No início da crise migratória de 2015 na Europa, o Canal da Mancha era considerado uma barreira intransponível, porque suas fortes correntes e clima instável tornam qualquer tentativa de travessia perigosa demais.

Muitos tentaram se esconder em caminhões que atravessam o canal por seu túnel submarino. Mas agora a polícia patrulha regularmente as estradas que levam ao canal, e cercas de arame farpado com 3,5 metros de altura se estendem por quilômetros ao longo das rotas que levam ao Porto de Calais.
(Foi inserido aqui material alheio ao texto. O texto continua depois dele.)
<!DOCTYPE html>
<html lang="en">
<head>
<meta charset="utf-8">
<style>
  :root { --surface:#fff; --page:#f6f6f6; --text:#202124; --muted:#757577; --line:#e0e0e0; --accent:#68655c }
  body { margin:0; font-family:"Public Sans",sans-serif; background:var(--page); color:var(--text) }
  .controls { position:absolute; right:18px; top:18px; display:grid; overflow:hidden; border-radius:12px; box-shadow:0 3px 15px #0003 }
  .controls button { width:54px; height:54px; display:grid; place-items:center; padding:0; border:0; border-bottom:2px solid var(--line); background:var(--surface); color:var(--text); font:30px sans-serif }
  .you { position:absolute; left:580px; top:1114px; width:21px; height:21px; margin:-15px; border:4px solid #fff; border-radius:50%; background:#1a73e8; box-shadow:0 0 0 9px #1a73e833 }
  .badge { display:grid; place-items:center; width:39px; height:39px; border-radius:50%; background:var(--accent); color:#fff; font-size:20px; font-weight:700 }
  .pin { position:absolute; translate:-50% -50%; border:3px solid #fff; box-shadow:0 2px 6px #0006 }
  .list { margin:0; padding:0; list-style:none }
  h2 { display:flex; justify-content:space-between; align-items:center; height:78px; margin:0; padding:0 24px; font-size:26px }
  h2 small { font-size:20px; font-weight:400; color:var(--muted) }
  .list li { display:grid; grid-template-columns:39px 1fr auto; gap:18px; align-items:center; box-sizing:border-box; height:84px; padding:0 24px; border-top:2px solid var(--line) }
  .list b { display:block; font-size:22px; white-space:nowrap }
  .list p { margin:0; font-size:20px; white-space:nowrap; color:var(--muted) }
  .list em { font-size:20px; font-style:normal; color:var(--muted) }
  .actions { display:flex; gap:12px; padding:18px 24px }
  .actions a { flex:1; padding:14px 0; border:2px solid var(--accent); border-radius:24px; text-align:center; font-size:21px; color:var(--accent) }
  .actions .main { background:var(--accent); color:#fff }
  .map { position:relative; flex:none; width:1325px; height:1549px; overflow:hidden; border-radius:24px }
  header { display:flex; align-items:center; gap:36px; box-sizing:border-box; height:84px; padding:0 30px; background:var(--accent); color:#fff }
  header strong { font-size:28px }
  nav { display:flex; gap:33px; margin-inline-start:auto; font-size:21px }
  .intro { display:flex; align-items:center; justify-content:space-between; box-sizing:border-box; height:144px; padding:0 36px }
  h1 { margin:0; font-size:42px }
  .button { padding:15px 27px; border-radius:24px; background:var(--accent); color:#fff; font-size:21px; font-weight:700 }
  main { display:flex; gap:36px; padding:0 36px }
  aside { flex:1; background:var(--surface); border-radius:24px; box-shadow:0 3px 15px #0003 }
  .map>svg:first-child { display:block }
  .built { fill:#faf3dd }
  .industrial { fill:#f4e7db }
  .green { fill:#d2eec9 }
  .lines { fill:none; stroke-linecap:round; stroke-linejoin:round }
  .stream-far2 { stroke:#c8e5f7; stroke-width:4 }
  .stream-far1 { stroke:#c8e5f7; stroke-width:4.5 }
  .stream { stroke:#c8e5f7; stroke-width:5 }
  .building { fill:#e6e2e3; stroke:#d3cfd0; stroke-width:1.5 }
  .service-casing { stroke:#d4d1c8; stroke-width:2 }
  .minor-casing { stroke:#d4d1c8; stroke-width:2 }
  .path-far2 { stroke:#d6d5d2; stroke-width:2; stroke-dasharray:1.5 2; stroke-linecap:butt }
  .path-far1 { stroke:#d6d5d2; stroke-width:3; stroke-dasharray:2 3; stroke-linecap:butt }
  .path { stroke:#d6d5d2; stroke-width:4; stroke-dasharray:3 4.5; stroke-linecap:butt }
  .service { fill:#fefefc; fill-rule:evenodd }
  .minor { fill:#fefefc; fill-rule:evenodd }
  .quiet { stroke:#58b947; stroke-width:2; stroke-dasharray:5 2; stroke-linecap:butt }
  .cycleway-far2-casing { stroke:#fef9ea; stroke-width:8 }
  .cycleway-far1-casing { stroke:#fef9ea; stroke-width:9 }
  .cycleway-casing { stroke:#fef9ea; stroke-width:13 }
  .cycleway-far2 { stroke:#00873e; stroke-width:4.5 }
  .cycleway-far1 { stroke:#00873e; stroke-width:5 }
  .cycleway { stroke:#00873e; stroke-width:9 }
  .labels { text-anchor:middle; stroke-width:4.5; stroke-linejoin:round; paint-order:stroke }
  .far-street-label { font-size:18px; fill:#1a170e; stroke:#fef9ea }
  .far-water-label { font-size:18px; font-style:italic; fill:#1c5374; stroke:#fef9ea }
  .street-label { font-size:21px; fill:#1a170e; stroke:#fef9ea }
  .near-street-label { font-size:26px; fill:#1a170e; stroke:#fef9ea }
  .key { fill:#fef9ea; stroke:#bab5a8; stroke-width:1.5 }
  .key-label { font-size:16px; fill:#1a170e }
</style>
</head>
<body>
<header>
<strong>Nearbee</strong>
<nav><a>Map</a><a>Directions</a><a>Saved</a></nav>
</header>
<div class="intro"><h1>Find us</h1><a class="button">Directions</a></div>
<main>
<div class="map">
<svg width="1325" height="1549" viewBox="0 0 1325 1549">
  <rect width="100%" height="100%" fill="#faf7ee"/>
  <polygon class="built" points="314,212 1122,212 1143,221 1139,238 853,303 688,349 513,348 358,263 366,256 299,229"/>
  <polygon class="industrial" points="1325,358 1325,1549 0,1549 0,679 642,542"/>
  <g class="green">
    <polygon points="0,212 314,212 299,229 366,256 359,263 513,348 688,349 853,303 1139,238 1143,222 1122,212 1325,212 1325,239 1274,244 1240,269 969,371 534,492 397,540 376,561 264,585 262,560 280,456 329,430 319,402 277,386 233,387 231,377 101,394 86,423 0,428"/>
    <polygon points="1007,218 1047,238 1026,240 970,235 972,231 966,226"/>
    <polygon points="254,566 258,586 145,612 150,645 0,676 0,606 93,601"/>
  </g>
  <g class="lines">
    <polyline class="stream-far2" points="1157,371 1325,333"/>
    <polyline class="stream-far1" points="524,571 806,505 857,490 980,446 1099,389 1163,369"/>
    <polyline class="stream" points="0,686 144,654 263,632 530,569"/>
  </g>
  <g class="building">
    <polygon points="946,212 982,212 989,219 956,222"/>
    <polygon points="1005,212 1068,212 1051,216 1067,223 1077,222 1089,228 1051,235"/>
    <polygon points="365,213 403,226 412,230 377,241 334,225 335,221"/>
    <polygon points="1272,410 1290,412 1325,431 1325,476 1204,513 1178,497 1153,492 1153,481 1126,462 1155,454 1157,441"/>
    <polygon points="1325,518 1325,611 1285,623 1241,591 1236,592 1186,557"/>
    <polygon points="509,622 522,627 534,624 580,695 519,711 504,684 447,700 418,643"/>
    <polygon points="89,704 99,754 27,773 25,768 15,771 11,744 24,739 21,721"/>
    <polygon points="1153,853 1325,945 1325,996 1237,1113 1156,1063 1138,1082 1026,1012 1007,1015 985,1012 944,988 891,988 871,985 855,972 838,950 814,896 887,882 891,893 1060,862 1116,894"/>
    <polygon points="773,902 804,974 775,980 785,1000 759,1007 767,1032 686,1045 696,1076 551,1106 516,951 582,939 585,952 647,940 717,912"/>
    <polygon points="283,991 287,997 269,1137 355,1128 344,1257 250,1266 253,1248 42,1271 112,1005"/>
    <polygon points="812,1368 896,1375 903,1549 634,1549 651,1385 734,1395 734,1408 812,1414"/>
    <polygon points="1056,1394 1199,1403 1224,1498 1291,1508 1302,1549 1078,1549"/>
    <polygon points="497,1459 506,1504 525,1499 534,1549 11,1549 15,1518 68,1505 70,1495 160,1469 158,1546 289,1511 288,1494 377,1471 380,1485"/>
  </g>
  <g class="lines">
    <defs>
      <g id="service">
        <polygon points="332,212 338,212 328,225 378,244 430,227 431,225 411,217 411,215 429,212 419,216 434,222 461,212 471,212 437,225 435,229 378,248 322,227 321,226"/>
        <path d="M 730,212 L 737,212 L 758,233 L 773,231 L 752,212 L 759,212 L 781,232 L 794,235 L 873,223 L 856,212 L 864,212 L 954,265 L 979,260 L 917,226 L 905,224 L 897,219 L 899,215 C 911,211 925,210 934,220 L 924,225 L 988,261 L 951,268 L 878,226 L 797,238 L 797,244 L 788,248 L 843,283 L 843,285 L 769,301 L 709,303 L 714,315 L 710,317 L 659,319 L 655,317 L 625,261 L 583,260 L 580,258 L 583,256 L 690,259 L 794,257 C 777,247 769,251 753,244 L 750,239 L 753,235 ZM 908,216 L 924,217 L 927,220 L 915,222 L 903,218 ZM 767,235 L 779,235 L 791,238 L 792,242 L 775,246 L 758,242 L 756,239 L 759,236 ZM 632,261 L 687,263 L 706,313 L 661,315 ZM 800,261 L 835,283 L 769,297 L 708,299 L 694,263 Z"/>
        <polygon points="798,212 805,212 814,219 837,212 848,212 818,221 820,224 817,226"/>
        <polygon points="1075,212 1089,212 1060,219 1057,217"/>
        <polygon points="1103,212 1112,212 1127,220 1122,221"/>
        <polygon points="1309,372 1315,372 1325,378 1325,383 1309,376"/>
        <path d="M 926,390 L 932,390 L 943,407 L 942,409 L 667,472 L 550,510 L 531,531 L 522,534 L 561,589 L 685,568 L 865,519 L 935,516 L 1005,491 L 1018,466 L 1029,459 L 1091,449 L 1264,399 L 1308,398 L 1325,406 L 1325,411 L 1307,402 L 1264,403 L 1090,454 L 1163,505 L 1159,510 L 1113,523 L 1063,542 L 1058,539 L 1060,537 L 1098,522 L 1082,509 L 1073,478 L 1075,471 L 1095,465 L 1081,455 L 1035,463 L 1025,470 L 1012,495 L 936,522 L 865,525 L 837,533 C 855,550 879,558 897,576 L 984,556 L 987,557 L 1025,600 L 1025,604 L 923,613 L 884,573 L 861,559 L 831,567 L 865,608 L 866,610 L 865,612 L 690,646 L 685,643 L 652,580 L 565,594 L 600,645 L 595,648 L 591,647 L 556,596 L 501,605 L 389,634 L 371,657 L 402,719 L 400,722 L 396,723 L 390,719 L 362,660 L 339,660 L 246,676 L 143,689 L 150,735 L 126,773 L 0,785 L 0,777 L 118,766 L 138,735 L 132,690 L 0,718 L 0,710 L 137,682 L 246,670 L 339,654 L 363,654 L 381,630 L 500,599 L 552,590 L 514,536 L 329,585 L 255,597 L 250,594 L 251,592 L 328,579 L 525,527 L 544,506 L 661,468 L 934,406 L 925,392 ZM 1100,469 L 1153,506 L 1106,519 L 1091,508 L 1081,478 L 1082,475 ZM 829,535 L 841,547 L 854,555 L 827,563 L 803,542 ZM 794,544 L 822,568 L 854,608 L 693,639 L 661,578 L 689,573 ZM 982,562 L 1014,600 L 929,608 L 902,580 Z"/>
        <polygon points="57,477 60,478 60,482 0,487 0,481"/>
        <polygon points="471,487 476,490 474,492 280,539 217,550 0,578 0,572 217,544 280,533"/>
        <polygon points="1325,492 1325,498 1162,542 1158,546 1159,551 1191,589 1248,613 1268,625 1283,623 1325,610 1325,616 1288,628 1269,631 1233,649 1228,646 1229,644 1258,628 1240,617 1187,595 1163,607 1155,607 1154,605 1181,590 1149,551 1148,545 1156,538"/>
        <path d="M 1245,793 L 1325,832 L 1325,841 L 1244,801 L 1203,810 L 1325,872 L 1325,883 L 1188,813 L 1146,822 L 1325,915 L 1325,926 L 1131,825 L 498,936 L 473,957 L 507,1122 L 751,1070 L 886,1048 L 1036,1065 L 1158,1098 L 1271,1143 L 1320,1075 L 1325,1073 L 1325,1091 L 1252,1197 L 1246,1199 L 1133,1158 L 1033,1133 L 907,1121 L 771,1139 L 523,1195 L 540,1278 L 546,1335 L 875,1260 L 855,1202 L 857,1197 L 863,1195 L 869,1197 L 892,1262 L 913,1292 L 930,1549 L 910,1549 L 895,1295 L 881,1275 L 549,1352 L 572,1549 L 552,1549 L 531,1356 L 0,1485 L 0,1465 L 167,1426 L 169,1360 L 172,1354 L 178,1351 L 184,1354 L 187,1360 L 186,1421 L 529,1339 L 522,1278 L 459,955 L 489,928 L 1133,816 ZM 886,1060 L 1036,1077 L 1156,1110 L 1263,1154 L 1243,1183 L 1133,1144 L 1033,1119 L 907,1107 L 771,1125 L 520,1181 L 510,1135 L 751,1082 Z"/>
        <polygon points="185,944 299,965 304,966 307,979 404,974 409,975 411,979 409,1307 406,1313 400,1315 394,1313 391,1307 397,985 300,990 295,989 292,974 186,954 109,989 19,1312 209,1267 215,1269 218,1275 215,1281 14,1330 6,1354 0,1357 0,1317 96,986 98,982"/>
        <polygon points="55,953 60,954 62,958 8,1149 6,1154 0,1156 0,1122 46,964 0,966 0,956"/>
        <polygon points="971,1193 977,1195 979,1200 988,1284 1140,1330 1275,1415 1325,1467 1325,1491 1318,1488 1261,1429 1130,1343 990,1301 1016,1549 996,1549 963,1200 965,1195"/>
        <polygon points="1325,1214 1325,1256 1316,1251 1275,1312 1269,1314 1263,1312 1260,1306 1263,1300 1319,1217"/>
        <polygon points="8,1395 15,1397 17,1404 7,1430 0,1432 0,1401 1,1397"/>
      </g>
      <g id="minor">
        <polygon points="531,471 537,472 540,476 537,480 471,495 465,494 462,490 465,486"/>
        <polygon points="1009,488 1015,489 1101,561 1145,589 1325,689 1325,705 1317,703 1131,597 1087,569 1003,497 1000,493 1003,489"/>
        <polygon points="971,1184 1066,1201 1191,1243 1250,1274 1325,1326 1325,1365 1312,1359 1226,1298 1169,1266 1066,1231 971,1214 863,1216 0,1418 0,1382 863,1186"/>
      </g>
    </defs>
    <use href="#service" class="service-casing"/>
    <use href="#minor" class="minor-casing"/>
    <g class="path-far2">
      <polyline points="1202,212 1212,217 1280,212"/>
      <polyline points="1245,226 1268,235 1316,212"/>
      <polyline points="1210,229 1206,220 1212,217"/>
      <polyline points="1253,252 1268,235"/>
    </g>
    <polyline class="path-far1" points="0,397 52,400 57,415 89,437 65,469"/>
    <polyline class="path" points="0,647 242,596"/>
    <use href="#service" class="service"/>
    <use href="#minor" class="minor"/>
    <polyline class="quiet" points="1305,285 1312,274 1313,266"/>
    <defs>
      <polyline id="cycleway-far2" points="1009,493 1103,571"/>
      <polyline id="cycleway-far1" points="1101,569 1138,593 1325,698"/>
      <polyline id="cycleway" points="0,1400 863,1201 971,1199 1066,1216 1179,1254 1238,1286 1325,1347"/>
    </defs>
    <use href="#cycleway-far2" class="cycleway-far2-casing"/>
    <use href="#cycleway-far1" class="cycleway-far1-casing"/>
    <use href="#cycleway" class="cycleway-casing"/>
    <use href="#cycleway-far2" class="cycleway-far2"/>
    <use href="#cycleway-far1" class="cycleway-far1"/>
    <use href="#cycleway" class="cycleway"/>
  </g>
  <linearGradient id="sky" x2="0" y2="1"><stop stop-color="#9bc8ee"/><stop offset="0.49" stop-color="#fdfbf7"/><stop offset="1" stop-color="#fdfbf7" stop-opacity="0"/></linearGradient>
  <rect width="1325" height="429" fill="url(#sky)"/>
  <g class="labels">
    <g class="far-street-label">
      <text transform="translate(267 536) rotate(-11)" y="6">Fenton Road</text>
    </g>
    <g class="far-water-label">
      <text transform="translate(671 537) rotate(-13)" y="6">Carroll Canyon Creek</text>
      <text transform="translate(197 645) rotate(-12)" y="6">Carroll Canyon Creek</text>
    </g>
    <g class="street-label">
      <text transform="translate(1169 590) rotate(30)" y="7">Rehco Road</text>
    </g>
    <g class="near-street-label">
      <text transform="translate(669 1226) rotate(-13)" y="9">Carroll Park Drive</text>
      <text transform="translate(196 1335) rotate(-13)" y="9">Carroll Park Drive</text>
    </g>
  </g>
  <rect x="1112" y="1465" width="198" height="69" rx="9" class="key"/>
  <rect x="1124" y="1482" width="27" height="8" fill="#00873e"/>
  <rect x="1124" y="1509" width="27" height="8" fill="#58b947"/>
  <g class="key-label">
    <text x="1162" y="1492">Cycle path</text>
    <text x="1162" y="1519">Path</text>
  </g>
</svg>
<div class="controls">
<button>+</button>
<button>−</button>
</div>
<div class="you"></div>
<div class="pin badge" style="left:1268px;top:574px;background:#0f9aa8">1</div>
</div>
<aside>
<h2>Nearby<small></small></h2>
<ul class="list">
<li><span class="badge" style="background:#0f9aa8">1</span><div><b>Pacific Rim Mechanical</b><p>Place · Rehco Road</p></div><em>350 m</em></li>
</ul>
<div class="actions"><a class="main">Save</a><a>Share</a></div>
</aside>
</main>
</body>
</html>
Isso reduziu acentuadamente o número de migrantes que pegam carona nos caminhões de carga.

Pierre Roques, coordenador da Auberge des Migrants, uma organização sem fins lucrativos com base em Calais, afirmou que a costa norte da França “foi militarizada” ao longo dos anos recentes, acrescentando que “quanto maiores as barreiras de segurança, mais as redes de tráfico de pessoas se desenvolvem, porque os migrantes não conseguem mais atravessar por conta própria”.

Vários migrantes sudaneses que faziam fila em um centro de distribuição de alimentos nas imediações de Calais afirmaram que a polícia com frequência realiza operações nos acampamentos improvisados onde eles vivem, e os agentes por vezes os fustigam com cassetetes elétricos. Um relatório da Human Rights Watch publicado em outubro descreveu a tática de assediar os migrantes para fazê-los ir embora como “sofrimento forçado”.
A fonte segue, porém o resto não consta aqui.